Data items -

======

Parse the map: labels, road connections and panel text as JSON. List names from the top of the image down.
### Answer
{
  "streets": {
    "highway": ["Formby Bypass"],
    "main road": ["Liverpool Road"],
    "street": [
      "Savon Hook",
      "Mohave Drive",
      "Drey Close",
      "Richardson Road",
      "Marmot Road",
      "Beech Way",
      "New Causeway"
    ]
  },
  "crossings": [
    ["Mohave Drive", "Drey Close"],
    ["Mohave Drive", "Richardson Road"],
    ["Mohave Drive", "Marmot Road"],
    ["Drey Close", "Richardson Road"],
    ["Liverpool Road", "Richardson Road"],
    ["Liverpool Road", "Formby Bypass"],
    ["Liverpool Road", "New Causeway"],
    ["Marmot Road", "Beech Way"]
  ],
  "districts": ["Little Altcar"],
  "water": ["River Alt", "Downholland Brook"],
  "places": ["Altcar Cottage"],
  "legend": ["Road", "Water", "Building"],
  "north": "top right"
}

======

WHAT TO DO -
Output every line above so that it reads exactly as before.

EXERCISE RESULT -
Parse the map: labels, road connections and panel text as JSON. List names from the top of the image down.
### Answer
{
  "streets": {
    "highway": ["Formby Bypass"],
    "main road": ["Liverpool Road"],
    "street": [
      "Savon Hook",
      "Mohave Drive",
      "Drey Close",
      "Richardson Road",
      "Marmot Road",
      "Beech Way",
      "New Causeway"
    ]
  },
  "crossings": [
    ["Mohave Drive", "Drey Close"],
    ["Mohave Drive", "Richardson Road"],
    ["Mohave Drive", "Marmot Road"],
    ["Drey Close", "Richardson Road"],
    ["Liverpool Road", "Richardson Road"],
    ["Liverpool Road", "Formby Bypass"],
    ["Liverpool Road", "New Causeway"],
    ["Marmot Road", "Beech Way"]
  ],
  "districts": ["Little Altcar"],
  "water": ["River Alt", "Downholland Brook"],
  "places": ["Altcar Cottage"],
  "legend": ["Road", "Water", "Building"],
  "north": "top right"
}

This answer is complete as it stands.